Atmospheric Science Seminar: "Seasonal, Spatial, and Long-term Variability of Fine Mineral Dust and Coarse Mass at Remote Sites across the United States"

Presented by: Jenny Hand, CIRA, Colorado State University

Understanding the spatial and temporal variability in fine mineral dust (FD, mineral aerosols with diameters less than 2.5 µm) and coarse aerosol mass (CM, mass of aerosols with diameters between 2.5 and 10 µm) is important for accurately characterizing and perhaps mitigating their environmental and climate impacts, which include influences on air quality, visibility, radiative forcing, hydrology, heterogeneous chemistry, biogeochemistry, and ecology. The spatial and seasonal variability of ambient FD and CM was characterized at rural and remote sites across the United States using data from the Interagency Monitoring of Protected Visual Environments (IMPROVE) aerosol monitoring network. FD concentrations were highest (and had ≥50% contributions to PM2.5 mass) in the southwestern United States in spring and across the central and southeastern United States in summer (20–30% of PM2.5 mass). CM was highest across the Southwest and southern Great Plains in spring and central United States in spring, summer, and fall (≥70% contributions to PM10 mass). Similar FD and CM seasonal variability was observed near source regions in the Southwest, but a seasonal decoupling was observed in most other regions, suggesting the contribution of non-local sources of FD or perhaps non-dust-related CM. The seasonal and spatial variability in FD elemental ratios (calcium, iron, and aluminum) was fairly uniform across the West; however, in the eastern United States a shift in elemental composition in summer indicated contributions from non-local source regions (e.g., North Africa).
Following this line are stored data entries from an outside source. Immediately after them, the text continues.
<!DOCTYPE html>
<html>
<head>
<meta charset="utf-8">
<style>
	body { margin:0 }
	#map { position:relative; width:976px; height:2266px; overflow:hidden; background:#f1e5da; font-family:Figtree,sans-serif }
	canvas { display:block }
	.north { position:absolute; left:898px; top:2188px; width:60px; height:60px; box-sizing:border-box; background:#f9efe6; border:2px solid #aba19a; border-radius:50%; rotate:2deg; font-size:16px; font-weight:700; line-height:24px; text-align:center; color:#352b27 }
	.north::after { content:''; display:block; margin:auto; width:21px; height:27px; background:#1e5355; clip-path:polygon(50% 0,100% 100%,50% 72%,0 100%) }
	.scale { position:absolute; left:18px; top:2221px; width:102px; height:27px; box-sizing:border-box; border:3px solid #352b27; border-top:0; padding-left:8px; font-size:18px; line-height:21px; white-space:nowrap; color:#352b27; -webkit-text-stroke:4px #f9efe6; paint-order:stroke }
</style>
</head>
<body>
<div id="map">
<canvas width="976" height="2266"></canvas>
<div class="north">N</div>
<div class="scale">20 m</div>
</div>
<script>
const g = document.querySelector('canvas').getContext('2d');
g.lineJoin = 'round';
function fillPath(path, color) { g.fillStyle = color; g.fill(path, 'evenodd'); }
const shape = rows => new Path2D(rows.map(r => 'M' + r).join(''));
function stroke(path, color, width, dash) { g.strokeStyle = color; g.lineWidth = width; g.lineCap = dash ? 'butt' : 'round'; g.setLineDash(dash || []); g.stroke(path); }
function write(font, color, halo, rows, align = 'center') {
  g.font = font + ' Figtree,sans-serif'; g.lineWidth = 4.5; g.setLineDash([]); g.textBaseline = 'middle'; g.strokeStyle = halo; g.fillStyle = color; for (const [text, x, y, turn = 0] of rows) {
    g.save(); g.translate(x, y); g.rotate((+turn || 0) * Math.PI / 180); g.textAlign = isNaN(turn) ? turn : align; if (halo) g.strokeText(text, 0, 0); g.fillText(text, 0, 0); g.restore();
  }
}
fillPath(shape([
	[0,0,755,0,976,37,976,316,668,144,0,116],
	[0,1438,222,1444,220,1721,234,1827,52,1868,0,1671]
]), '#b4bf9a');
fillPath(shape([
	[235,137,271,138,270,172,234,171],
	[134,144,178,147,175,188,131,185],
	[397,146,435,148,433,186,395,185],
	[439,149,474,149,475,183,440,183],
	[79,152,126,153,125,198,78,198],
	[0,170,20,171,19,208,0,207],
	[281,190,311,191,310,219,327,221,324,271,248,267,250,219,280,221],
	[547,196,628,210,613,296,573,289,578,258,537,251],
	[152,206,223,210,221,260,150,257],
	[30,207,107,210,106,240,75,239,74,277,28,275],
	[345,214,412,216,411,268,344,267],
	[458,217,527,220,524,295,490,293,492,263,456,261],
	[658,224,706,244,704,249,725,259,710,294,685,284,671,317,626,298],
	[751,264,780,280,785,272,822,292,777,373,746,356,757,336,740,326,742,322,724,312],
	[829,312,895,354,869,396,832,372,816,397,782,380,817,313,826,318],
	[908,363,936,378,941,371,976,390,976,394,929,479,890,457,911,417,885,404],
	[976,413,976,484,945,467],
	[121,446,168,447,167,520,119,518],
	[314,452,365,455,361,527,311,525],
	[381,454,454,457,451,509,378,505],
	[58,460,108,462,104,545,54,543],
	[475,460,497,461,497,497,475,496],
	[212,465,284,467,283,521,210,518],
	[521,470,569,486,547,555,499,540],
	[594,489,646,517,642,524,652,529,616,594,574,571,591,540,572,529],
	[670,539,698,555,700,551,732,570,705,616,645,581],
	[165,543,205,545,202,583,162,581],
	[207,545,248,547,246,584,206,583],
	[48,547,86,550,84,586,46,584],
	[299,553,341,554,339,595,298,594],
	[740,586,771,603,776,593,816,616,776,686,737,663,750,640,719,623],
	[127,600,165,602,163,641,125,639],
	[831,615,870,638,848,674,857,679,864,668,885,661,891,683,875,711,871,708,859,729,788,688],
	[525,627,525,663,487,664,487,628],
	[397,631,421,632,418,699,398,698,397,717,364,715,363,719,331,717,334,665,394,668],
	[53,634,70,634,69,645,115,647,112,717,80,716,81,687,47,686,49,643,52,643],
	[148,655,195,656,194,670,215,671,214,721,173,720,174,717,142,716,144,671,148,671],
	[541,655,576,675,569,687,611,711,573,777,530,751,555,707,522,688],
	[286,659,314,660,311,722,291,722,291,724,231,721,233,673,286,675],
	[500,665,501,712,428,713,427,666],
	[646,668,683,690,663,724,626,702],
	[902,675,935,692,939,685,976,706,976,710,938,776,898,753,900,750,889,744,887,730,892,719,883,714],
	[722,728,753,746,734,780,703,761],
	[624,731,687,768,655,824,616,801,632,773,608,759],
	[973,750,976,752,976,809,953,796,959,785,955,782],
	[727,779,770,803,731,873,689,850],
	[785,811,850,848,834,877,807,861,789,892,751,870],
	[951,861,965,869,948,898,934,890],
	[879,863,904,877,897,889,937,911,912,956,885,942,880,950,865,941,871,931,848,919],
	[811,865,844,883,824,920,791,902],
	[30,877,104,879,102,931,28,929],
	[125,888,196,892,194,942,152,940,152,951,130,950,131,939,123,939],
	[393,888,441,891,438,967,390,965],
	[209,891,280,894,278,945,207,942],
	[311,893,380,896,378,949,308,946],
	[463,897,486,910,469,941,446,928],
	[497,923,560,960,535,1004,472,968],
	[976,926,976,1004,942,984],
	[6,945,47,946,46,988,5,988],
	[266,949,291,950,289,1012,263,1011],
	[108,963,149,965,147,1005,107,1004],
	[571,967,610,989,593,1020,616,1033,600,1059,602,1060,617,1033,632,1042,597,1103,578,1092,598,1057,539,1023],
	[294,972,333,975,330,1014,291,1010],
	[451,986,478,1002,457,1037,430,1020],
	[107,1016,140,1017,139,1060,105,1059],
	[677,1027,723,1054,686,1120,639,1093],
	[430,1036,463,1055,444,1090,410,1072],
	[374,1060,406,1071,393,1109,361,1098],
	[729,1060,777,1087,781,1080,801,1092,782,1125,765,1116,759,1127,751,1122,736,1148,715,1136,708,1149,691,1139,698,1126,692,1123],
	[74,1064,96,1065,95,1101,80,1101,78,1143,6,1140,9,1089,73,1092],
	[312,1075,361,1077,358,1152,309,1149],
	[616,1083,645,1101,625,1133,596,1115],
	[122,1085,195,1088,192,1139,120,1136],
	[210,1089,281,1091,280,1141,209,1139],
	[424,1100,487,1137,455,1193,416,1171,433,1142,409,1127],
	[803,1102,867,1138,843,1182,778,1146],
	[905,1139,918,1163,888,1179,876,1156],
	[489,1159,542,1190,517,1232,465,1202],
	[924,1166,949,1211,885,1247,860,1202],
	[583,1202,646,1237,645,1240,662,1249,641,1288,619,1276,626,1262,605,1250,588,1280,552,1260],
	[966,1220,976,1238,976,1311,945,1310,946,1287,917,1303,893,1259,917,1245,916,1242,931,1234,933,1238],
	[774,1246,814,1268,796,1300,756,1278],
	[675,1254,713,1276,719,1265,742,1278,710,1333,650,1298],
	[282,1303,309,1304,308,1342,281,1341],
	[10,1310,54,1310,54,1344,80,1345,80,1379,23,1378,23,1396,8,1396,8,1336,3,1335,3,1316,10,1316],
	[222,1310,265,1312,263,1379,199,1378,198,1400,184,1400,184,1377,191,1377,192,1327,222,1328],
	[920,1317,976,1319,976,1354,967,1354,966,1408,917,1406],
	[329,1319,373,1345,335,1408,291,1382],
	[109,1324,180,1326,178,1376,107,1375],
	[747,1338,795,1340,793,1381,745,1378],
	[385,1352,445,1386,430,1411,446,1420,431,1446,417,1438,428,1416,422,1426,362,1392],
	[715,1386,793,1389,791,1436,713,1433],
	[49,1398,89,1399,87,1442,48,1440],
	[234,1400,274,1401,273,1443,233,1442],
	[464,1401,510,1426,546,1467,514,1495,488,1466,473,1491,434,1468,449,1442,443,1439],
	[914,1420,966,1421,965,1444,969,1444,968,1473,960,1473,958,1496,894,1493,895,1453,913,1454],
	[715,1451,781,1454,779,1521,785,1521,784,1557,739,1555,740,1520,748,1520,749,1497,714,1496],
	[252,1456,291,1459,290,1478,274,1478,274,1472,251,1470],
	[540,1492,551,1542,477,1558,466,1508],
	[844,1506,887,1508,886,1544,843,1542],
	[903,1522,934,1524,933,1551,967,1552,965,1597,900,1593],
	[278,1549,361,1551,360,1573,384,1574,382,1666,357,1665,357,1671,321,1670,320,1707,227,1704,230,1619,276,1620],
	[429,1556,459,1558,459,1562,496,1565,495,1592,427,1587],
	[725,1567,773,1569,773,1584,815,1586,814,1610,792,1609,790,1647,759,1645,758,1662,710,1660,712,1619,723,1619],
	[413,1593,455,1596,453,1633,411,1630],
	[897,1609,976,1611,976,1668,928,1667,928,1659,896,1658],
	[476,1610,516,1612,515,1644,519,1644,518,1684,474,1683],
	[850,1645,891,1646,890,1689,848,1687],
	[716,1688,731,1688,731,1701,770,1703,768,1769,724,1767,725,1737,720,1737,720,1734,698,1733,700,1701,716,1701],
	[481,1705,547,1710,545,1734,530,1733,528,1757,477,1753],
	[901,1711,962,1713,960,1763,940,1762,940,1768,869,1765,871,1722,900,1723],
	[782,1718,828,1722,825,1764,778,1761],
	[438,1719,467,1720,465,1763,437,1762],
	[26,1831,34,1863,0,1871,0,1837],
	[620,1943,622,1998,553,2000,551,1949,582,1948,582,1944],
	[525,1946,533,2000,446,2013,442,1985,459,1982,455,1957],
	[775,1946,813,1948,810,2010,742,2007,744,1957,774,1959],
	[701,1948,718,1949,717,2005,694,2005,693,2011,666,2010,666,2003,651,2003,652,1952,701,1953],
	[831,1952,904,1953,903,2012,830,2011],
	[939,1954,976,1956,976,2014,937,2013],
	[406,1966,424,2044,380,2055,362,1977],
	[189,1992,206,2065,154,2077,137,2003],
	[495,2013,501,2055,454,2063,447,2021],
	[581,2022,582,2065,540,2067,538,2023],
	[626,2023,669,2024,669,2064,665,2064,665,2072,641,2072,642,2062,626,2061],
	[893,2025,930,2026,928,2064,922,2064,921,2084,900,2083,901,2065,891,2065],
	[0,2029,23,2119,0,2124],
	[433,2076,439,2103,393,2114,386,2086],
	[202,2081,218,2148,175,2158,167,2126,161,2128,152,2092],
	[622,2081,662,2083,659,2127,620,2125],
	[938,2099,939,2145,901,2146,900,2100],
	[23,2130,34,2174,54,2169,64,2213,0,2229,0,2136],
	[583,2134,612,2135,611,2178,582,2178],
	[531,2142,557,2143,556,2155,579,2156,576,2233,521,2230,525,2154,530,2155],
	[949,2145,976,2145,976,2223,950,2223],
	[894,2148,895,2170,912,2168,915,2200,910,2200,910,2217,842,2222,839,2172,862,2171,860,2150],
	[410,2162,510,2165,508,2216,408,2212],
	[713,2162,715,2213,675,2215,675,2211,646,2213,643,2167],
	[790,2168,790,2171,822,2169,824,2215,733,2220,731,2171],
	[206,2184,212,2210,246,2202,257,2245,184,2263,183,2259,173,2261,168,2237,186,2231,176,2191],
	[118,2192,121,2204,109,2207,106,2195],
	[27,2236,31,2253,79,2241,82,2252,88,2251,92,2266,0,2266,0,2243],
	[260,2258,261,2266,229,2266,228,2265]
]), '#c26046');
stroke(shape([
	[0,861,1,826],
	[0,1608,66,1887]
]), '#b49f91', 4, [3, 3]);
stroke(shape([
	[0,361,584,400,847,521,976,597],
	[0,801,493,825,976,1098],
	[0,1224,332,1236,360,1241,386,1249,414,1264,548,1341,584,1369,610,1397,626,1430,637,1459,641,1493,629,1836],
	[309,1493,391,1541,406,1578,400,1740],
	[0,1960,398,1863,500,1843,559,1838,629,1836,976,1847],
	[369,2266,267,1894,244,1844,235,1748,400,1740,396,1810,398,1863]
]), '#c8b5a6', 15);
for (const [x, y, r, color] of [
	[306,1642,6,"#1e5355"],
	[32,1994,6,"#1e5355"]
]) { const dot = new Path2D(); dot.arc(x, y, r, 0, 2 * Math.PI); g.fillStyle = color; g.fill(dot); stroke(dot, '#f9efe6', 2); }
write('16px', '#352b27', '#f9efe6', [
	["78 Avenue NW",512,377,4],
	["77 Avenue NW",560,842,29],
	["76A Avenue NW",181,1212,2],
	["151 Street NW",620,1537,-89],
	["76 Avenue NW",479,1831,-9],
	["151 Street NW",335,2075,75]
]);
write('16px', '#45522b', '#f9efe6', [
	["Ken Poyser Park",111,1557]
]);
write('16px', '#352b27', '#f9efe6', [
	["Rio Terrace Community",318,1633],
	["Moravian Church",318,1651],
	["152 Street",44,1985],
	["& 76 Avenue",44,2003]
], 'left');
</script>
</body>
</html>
Finally, long-term trend analyses (2000–2016) indicated increased FD concentrations during spring at sites across the Southwest associated with large scale climate variability. Both FD and CM have increased during summer and fall in the central United States.  As regulated sources of secondary aerosols continue to decline, the importance of FD and CM to the mass budget will continue to increase, especially given that regions and seasons with the highest concentrations also have experienced the largest increases.